Le 13 janvier 2024, le pape François aurait expliqué que la SF ne devait pas être mise en œuvre en Afrique « parce que la culture ne l'accepte pas ». Les médias italiens, y compris la chaîne d'information italienne Sky TG24, ont rapporté que l'explication du pape François lors de sa réunion à huis clos avec 800 prêtres catholiques du diocèse de Rome à l'Archibasilique Saint-Jean-de-Latran semble avoir omis bien d'autres éléments. Le « résumé consolidé » des réponses des Conférences des évêques catholiques d'Afrique, que le cardinal Ambongo avait publié le 11 janvier 2024, allait au-delà des cultures africaines.

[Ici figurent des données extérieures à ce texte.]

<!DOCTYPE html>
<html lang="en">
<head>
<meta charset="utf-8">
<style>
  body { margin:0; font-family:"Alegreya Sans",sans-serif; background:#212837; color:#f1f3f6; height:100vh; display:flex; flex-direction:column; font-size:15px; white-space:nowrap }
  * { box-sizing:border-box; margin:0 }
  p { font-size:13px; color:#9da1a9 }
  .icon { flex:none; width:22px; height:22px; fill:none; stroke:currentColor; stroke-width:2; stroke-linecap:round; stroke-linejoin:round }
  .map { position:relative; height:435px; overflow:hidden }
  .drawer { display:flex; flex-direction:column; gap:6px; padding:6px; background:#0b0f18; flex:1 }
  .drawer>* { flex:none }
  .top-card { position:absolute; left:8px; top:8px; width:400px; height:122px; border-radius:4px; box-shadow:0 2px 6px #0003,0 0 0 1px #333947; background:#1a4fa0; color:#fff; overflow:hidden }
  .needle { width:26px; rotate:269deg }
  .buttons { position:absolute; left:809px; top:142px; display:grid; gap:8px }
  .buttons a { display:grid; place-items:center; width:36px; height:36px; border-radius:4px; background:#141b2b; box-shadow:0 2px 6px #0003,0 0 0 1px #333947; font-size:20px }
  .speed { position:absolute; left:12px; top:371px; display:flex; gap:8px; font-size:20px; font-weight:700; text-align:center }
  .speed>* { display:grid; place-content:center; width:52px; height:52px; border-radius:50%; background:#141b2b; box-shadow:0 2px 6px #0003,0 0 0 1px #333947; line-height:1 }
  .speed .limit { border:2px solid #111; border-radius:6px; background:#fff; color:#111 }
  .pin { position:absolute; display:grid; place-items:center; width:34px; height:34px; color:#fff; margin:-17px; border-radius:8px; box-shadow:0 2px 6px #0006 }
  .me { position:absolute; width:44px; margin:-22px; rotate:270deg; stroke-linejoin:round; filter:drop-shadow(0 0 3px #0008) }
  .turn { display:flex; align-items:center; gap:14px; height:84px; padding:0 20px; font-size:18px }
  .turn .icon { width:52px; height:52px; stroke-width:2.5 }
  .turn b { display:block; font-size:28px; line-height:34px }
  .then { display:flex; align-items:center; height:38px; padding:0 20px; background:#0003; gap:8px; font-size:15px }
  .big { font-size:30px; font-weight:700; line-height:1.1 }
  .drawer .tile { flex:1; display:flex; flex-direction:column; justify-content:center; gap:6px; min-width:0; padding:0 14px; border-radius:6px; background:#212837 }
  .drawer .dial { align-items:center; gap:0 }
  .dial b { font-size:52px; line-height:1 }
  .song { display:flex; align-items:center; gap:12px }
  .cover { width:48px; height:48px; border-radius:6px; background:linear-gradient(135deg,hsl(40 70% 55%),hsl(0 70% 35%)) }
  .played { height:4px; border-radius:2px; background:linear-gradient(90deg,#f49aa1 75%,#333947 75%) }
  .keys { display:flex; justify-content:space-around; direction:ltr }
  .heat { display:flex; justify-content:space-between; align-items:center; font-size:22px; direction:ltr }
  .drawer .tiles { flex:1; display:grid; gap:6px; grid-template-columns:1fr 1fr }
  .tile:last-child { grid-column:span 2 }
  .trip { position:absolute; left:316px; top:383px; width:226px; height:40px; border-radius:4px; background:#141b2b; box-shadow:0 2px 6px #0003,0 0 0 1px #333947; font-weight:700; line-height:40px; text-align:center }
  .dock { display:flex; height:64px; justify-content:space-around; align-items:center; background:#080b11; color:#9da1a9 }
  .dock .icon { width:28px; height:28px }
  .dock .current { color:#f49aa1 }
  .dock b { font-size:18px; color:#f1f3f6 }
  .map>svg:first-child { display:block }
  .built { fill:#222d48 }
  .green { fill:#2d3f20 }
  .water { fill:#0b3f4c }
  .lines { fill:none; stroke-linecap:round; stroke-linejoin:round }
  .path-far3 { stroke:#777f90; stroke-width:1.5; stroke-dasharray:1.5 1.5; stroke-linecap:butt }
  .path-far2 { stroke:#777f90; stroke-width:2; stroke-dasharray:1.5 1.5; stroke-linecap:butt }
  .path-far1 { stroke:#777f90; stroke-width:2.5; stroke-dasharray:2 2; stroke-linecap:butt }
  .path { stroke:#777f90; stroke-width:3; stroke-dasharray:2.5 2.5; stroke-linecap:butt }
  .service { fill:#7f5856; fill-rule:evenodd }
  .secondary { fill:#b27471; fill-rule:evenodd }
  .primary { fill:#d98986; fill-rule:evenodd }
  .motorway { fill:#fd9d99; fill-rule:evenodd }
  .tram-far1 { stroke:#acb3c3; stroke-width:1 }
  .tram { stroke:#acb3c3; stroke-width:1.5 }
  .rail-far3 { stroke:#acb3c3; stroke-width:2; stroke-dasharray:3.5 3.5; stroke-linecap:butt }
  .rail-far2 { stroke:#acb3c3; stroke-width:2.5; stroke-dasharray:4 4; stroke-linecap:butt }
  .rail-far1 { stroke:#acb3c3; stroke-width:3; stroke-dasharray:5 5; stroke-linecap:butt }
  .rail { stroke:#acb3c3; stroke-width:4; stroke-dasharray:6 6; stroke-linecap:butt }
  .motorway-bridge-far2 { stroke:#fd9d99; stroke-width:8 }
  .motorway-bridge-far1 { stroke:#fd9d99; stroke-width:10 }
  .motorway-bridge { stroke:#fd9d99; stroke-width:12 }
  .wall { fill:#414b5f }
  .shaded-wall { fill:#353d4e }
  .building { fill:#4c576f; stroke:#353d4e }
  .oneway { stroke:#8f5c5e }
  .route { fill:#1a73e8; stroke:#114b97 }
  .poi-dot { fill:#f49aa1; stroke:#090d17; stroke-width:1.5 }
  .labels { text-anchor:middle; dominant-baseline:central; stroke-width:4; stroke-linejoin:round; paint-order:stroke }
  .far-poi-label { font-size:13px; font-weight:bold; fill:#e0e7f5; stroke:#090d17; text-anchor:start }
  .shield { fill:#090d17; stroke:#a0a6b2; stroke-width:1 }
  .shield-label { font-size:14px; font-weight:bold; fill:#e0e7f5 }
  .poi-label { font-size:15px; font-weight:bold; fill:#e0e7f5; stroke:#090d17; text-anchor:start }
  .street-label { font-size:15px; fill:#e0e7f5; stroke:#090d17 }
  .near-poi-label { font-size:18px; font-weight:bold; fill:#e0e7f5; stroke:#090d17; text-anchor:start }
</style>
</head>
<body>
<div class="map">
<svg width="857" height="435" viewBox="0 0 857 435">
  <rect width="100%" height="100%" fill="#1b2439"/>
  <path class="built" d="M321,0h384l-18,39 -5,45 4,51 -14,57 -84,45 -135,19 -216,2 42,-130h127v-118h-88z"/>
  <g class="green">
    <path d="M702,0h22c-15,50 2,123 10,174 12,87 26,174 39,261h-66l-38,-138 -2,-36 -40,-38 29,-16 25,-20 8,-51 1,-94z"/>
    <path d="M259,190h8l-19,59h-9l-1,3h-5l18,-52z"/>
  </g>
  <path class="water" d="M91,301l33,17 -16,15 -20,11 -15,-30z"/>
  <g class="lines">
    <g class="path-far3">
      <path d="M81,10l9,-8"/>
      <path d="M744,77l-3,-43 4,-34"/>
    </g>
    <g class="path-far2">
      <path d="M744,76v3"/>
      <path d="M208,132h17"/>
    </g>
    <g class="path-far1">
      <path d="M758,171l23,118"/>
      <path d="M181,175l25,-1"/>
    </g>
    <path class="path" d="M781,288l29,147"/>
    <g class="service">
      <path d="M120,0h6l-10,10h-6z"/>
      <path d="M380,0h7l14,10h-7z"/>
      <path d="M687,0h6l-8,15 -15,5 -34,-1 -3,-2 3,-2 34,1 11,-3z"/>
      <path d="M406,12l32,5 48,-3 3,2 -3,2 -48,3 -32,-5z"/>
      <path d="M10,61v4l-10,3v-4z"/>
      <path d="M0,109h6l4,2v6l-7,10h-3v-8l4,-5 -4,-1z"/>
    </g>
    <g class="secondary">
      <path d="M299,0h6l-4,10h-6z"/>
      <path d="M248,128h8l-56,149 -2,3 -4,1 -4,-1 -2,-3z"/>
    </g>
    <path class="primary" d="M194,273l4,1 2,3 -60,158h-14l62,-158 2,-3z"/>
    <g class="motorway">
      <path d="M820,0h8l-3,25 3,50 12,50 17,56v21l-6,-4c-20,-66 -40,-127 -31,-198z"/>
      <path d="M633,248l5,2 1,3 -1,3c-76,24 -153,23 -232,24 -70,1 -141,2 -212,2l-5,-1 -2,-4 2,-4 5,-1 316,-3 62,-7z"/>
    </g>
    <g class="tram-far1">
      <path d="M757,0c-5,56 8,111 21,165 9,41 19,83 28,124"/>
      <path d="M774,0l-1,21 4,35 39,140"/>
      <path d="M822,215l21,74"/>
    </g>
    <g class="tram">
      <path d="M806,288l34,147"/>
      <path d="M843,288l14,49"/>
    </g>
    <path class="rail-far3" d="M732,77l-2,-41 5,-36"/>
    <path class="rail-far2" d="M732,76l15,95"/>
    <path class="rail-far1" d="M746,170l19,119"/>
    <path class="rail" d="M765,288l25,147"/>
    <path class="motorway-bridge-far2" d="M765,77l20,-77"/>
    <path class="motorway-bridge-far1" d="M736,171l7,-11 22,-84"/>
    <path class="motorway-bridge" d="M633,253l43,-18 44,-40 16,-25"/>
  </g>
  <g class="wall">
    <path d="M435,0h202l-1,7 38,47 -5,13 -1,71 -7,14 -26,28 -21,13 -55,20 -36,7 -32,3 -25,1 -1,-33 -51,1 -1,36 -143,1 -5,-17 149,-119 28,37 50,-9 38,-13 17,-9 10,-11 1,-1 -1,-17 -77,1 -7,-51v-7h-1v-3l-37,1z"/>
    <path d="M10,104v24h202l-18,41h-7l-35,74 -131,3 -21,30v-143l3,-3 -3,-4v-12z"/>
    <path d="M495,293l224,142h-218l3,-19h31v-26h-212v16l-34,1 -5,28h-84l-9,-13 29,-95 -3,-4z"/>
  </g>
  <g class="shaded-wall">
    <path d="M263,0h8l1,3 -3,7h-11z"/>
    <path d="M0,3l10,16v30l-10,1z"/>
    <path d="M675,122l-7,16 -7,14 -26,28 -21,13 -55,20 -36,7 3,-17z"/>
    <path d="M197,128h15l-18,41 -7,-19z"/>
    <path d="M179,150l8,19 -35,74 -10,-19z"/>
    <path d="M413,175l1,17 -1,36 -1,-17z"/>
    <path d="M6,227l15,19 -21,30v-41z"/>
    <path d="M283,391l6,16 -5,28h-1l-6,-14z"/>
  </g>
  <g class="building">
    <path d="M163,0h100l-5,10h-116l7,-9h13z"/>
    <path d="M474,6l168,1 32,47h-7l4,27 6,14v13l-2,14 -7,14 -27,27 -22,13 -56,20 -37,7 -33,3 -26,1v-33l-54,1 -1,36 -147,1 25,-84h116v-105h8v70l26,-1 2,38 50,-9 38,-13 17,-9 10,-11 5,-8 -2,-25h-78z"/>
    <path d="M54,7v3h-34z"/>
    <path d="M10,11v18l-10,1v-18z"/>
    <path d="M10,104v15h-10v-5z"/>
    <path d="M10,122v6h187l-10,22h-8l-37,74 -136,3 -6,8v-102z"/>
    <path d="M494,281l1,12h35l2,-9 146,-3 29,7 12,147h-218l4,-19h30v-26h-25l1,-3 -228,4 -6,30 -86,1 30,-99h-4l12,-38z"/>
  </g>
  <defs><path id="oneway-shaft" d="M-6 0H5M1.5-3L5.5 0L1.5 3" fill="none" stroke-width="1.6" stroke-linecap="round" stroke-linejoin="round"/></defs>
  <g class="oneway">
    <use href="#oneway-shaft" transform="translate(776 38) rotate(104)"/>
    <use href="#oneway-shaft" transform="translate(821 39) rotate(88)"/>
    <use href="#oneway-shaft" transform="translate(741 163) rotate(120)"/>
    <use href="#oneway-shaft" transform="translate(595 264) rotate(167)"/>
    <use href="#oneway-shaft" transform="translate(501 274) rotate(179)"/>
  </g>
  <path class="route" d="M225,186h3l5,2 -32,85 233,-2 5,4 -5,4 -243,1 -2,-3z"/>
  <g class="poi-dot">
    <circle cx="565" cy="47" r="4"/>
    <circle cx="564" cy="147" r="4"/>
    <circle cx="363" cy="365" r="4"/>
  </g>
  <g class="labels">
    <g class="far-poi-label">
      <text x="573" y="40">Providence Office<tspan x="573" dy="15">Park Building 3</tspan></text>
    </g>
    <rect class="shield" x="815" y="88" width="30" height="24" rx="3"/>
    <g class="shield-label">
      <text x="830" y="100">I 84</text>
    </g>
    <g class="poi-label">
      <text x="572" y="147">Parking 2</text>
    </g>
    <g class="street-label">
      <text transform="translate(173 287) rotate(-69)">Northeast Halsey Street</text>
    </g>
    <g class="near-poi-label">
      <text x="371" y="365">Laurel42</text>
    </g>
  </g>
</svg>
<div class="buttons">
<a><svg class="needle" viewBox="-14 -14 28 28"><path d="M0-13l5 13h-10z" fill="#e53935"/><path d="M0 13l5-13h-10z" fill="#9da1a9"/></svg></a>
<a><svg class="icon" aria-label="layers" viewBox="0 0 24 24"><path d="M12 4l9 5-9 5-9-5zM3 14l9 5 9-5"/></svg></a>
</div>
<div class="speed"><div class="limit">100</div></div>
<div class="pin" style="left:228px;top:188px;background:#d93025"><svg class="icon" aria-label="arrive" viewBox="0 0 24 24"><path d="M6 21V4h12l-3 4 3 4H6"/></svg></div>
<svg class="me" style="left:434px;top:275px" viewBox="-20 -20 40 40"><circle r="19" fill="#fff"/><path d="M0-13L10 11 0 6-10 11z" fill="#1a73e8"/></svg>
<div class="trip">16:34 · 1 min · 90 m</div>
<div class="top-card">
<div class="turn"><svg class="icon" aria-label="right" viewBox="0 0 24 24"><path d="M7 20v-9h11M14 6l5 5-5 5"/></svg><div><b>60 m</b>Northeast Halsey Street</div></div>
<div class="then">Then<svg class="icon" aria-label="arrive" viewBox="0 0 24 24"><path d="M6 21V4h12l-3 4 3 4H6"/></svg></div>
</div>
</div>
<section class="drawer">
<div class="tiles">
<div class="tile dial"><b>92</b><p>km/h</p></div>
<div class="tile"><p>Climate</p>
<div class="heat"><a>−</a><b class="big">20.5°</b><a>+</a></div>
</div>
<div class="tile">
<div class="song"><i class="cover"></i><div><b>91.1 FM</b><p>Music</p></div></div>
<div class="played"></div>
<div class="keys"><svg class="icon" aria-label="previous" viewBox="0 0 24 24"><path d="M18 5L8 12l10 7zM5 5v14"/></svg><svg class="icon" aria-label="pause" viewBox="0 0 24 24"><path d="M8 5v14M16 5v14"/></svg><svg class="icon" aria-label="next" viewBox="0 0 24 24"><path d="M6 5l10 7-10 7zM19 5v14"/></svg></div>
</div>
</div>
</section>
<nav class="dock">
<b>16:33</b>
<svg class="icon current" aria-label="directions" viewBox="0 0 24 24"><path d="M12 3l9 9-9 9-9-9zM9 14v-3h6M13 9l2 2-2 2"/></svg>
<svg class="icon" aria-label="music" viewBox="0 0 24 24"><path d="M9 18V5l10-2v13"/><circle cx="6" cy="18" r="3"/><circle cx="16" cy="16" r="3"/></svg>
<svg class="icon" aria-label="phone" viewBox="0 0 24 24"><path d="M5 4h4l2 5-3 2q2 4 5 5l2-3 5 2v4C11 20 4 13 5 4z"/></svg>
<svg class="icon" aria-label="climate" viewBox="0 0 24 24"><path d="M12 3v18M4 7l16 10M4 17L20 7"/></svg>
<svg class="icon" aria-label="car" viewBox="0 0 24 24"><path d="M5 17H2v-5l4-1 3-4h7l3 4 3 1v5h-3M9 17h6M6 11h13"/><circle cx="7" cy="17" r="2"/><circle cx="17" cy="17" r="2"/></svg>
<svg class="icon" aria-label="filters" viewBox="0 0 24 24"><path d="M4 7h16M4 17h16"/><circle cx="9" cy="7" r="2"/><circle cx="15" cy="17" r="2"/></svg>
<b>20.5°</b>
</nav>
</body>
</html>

La déclaration du SCEAM cite une précédente déclaration du DDF sur l'homosexualité, le Catéchisme de l'Eglise catholique (CEC), les Saintes Ecritures et le langage utilisé dans la FS comme autant de raisons supplémentaires de rejeter la déclaration du DDF sur le continent. « L'enseignement constant de l'Église décrit les actes homosexuels comme 'intrinsèquement désordonnés' », ont déclaré les évêques catholiques d'Afrique, se référant à la “Déclaration du DDF sur certaines questions concernant l'éthique sexuelle”, Persona Humana, du 29 décembre 1975. Les actes homosexuels, « considérés comme fermant l'acte sexuel au don de la vie et ne procédant pas d'une authentique complémentarité affective et sexuelle, ne doivent en aucun cas être approuvés », ont-ils ajouté en citant le CEC 2357.
La déclaration du SCEAM cite également des « passages bibliques qui condamnent l'homosexualité, notamment Lv 18:22-23 où l'homosexualité est explicitement interdite et considérée comme une abomination ». Il a cité le « scandale des homosexuels de Sodome » dans Genèse 19, qui démontre que « l'homosexualité est si abominable qu'elle conduira à la destruction de la ville ».
En ce qui concerne le langage de FS, la déclaration du SCEAM indique que FS est « trop subtil pour être compris par les gens simples ». Le langage de FS « reste très difficile à convaincre que les personnes du même sexe qui vivent dans une union stable ne revendiquent pas la légitimité de leur propre statut », a déclaré le SCEAM.
Dans la déclaration du SCEAM qui visait à mettre fin aux doutes sur les relations entre le pape François et l'Afrique, les évêques catholiques d'Afrique se sont montrés directs. Plutôt que de bénir les « couples de même sexe » et les couples dans d'autres « situations irrégulières », comme le proposait FS, ils ont souligné la nécessité de « la conversion de tous ». De son côté, en engageant le président du SCEAM et en le mettant en contact avec le préfet de la DDF, le pape François a permis à l'Église d'Afrique de contextualiser le document qu'il a approuvé ; rien n'a été coulé dans le béton.